As a major part of China’s diplomatic strategy of all-around opening up, the two “silk roads” are aimed at boosting the economy of China along with that of other countries, especially its western neighbors. An interconnected transport network, comprising railways, highways, air and sea routes, and oil and gas pipelines across Eurasia, should ideally give rise to a wide range of industrial clusters, which will have a radiating effect on sectors such as construction, energy, metallurgy, finance, communications and even tourism.
The two new “silk roads”, once operational, will help further integrate the Asia-Pacific region and European Union — the world’s economic engine and largest economy respectively — into a potential “Eurasia market”, inside which free trade zones can thrive, and economic and technological cooperation between countries and regions can be deepened.
In this context, the “silk road” diplomacy is mainly aimed at achieving better communications among countries in adjoining regions. In specific terms, however, the transport “highways” connecting the Pacific Ocean, Indian Ocean and the Baltic Sea, should be jointly built by “roadside” countries such as China and Sri Lanka. And to boost regional trade and investment, all states along the “silk roads” have to establish special financial institutions to finance the two “silk roads” and ease bureaucratic norms for cross-border financial transactions, and more exchanges of advanced technology and high value-added products. Besides, to stimulate trade, all states have to widen their foreign exchange policies and settle their businesses in local currencies.
Also, communication and coordination on policies and cultures need to be strengthened to make Eurasia an integral whole with a shared destiny.
That China is not merely seeking regional cooperation with its western neighbors is evident from Xi’s visit to South Asia where he mooted the idea of building a Mongolia-China-India-Myanmar economic corridor, which is needed to geographically and economically link the two “silk roads”.

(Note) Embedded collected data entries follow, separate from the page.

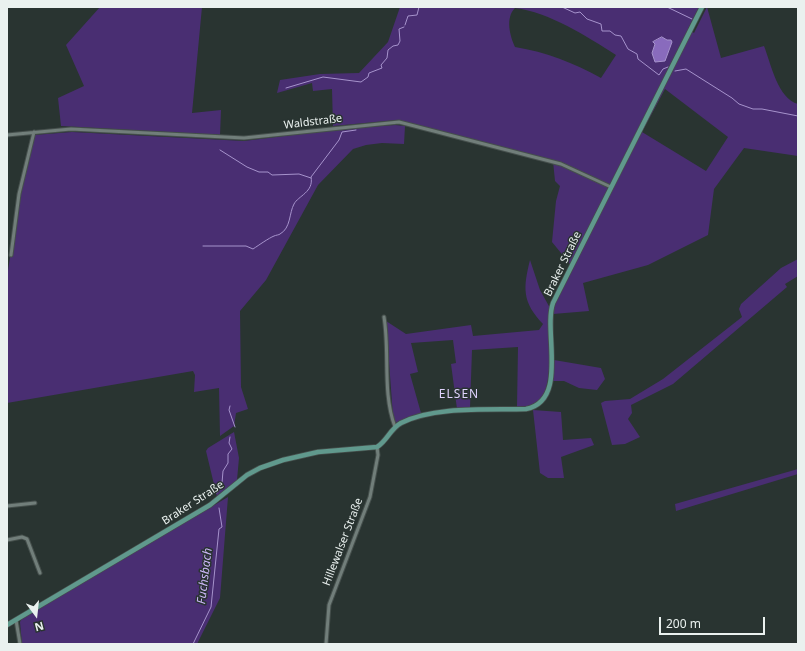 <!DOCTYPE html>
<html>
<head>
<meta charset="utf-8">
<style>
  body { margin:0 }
  #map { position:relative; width:805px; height:651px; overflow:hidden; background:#293431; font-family:"Noto Sans",sans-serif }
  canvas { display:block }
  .frame { position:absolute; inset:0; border:8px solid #eaf1ef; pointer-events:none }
  .north { position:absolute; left:16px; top:595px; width:40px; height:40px; -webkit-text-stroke:3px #293431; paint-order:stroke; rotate:165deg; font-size:11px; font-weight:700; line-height:16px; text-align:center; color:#eaf1ef }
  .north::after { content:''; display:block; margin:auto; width:14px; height:18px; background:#eaf1ef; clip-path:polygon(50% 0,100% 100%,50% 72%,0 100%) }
  .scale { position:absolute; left:659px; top:617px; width:106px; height:18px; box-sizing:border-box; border:2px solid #eaf1ef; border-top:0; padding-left:5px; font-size:12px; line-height:14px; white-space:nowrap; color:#eaf1ef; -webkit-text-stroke:3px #293431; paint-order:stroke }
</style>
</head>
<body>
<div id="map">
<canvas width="805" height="651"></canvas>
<div class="frame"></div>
<div class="north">N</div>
<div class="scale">200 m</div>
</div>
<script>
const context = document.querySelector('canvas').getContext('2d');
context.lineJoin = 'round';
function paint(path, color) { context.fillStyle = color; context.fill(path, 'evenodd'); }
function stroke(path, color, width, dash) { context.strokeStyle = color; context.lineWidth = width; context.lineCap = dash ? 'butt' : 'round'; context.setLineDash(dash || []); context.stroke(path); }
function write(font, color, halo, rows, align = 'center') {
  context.font = font + ' "Noto Sans",sans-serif'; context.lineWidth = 3; context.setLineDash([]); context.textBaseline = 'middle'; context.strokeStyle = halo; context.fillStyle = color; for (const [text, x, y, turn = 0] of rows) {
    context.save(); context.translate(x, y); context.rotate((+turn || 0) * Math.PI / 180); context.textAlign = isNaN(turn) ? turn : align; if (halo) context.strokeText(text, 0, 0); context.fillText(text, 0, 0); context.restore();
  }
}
paint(new Path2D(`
  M 100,7 L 202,7 L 192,113 L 221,110 L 220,135 L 61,126 L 58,98 L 84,86 L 66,45 Z
  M 400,7 L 699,7 L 688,29 L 694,33 L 707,7 L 721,58 L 764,46 C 771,64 778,99 798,104 L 798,156 L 744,148 L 714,189 L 708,235 L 648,265 L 583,283 L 589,311 L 553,314 L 553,323 L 549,328 C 549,346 554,394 535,404 C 529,407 523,406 517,407 L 518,347 L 472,350 L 470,408 L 457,409 L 451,364 L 456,363 L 453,340 L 411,343 L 418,372 L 410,374 L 421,413 L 395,423 L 393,416 L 386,321 L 406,334 L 471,325 L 473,336 L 539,330 L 543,324 C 522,302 523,288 530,260 L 540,290 L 550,308 L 570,264 L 552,242 L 556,201 L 560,186 L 555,181 L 553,161 L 397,120 L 333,126 L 332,89 L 313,91 L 312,83 L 277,93 L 280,80 L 320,74 L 359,73 L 388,42 ZM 515,8 C 549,12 588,37 616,55 L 601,78 C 574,63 546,52 515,47 C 510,36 505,18 515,8 ZM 665,89 L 728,137 L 706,171 L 642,132 Z
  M 395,125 L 405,126 L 404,144 L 382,143 L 366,145 L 353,149 L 318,185 L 266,280 L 240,311 L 241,387 L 248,409 L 236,413 L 234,426 L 220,436 L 219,388 L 194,392 L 195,375 L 193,371 L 7,403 L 7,277 L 20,194 L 34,135 L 72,132 L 244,141 L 340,129 Z
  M 798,259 L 798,276 L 785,284 L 787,287 L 673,384 L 631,405 L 632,413 L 628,419 L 640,437 L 625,444 L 612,445 L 601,403 L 605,401 L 630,399 L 663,379 L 742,317 L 739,309 L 741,304 L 781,268 Z
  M 554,360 L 601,368 L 605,379 L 597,390 L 579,388 L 564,381 L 551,381 Z
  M 533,410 L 561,412 L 563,440 L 591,438 L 594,445 L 561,457 L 564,478 L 548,478 L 540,473 Z
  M 234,432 L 239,458 L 237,480 L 217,497 L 206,451 L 208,448 Z
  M 798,469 L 798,474 L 676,511 L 675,504 Z
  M 228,497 L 220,598 L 197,644 L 22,644 L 20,622 L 22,618 Z`), '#492e72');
const water = new Path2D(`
  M 662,37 L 667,40 L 671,40 L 672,42 L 665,61 L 655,62 L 652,53 L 655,44 L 653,42 Z`);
paint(water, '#896bbd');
stroke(water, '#a693cc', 1);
stroke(new Path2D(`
  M 562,7 L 575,13 L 580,12 L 587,19 L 601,24 L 602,31 L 610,31 L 615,35 L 621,36 L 628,49 L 637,54 L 638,59 L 659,75 L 663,69 L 668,67
  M 667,7 L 692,19
  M 405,25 L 408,16 L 417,15 L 419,7
  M 675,71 L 686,69 L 732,98 L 739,104 L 753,109 L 762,109 L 798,116
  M 286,88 L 323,77 L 361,82 L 368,77 L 369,73 L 382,68 L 381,65 L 387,58 L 388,50 L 393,46 L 398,45 L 400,41 L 399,29 L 404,27
  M 220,150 L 247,167 L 259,172 L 268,172 L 272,175 L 299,174 L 311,178
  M 203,246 L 246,246 L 253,249 C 259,245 269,238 274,236 C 276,235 279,235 280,234 C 291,228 289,213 294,204 C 298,196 314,192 311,177 L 339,140 L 342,132 L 356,130
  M 230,406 L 229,410 L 235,427
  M 217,493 L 222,483 L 223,471 L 228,463 L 228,454 L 232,449 L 229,443 L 230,437
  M 193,644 L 211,607 L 219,529 L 222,527 L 219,508`), '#a693cc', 1);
const minor = new Path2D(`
  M 7,135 L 71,129 L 244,138 L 399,122 L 561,164 L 611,187
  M 11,255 L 19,194 L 34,132
  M 384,317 C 390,353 382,392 395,427
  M 7,506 L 35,503
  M 7,540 L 22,537 L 27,539 L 40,573
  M 16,620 L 20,644
  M 326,644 L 329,605 L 370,497 L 378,455 L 377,447`);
const secondary = new Path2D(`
  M 7,625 L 210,505 L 247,475 L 260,468 L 283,460 L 318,452 L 377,447 C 387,441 390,429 401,423 C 434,406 488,410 526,409 C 569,401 543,331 553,303 L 702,7`);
stroke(minor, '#454f4c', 5);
stroke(secondary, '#454f4c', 6);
stroke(minor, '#717e7a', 3);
stroke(secondary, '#60998d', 4.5);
write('11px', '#eaf1ef', '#293431', [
  ["Waldstraße",313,122,-7],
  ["Braker Straße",563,264,-64],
  ["Braker Straße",193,503,-33],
  ["Hillewalser Straße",343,542,-69]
]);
context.letterSpacing = '1px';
write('12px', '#dfd2fd', '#293431', [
  ["ELSEN",459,395]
]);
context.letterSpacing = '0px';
write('italic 12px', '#ccb7f8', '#293431', [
  ["Fuchsbach",205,576,-83]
]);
</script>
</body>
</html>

Last year, India had expressed doubts about such a north-south corridor because the India-Myanmar border is still “closed” because of the rampant militancy in India’s northeastern states which border Myanmar. So by choosing India as the last stop on his four-nation tour, Xi sought to reassure New Delhi of Beijing’s concrete efforts to enhance economic ties by promising to invest $20 billion in India in the next five years.
If a Eurasian free trade zone or market becomes reality, it will have a huge impact on the global economic landscape and world order for three reasons. First, as part of China’s efforts to promote inclusive development, the “silk roads”, unlike ocean routes-based globalization, attach greater importance to relatively less developed landlocked countries such as Mongolia and Kazakhstan, and aims to help them catch up with the well-off coastal states.
Second, apart from promoting trade and cultural exchanges, the proposed “silk roads” are a perfect interpretation of China’s peaceful development. As an emerging power not aligned with the United States, China can only rent or co-build a port to ensure smooth navigation in the seas and serve the needs of its aircraft carrier Liaoning in international waters. And the proposed “silk roads” can help it do that.
And third, compared with the goals of the EU-proposed Eurasian integration from Lisbon to Vladivostok, those of the “silk roads” are more achievable and inclusive. Therefore, the “silk roads” proposal will reshape the world order in a constructive way.
The author is a professor of international relations at Renmin University of China.